____ DATASET
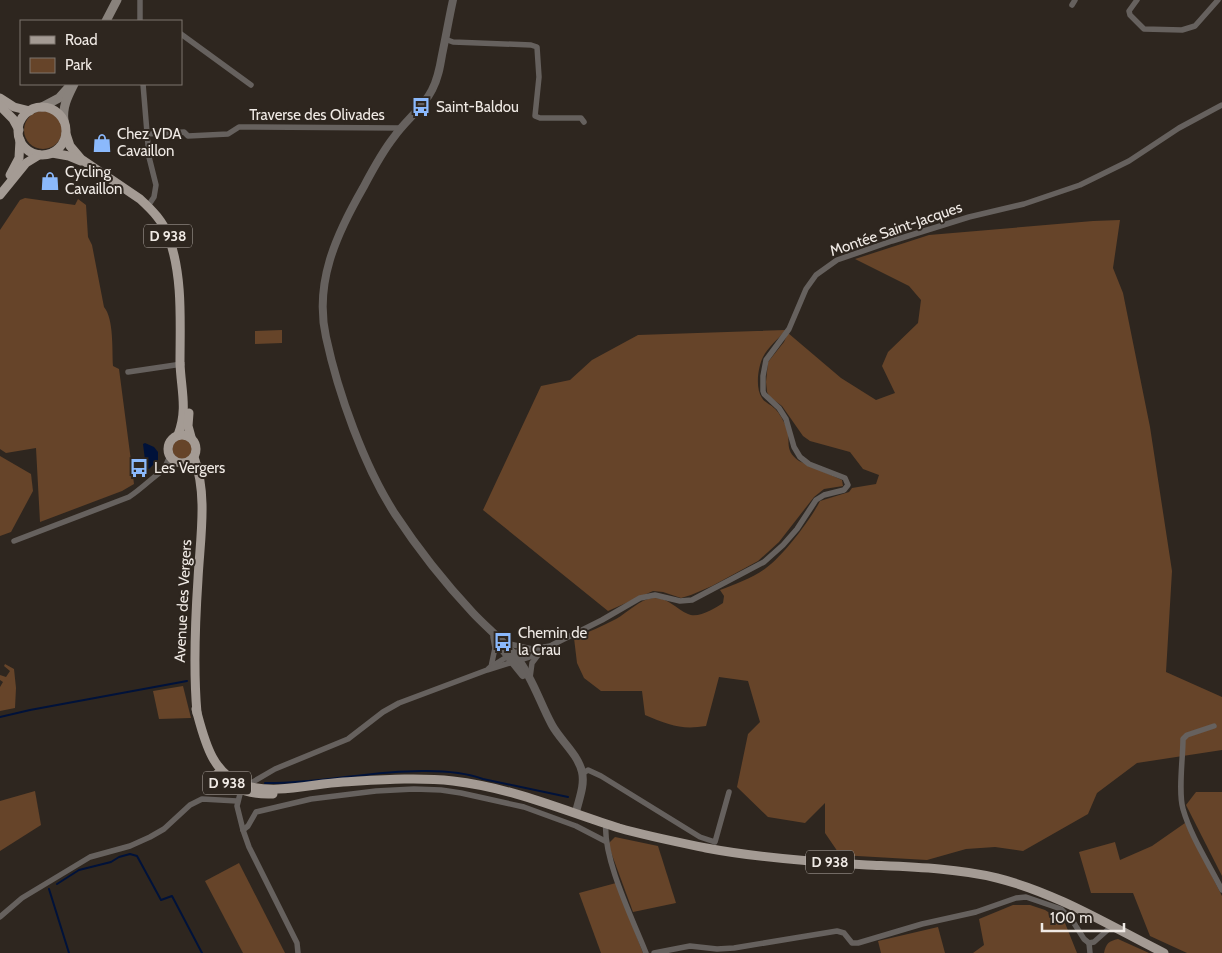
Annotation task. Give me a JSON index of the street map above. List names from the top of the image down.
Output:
{
  "streets": {
    "main road": ["D 938", "Avenue des Vergers"],
    "street": ["Traverse des Olivades", "Montée Saint-Jacques"]
  },
  "crossings": [
    ["D 938", "Avenue des Vergers"]
  ],
  "places": {
    "bus stop": ["Saint-Baldou", "Les Vergers", "Chemin de la Crau"],
    "shop": ["Chez VDA Cavaillon", "Cycling Cavaillon"]
  },
  "legend": ["Road", "Park"],
  "scale_bar": "100 m"
}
________
Exact transcription of the full listing above is required; images do not belong in it.

**WORKED SOLUTION**
Annotation task. Give me a JSON index of the street map above. List names from the top of the image down.
Output:
{
  "streets": {
    "main road": ["D 938", "Avenue des Vergers"],
    "street": ["Traverse des Olivades", "Montée Saint-Jacques"]
  },
  "crossings": [
    ["D 938", "Avenue des Vergers"]
  ],
  "places": {
    "bus stop": ["Saint-Baldou", "Les Vergers", "Chemin de la Crau"],
    "shop": ["Chez VDA Cavaillon", "Cycling Cavaillon"]
  },
  "legend": ["Road", "Park"],
  "scale_bar": "100 m"
}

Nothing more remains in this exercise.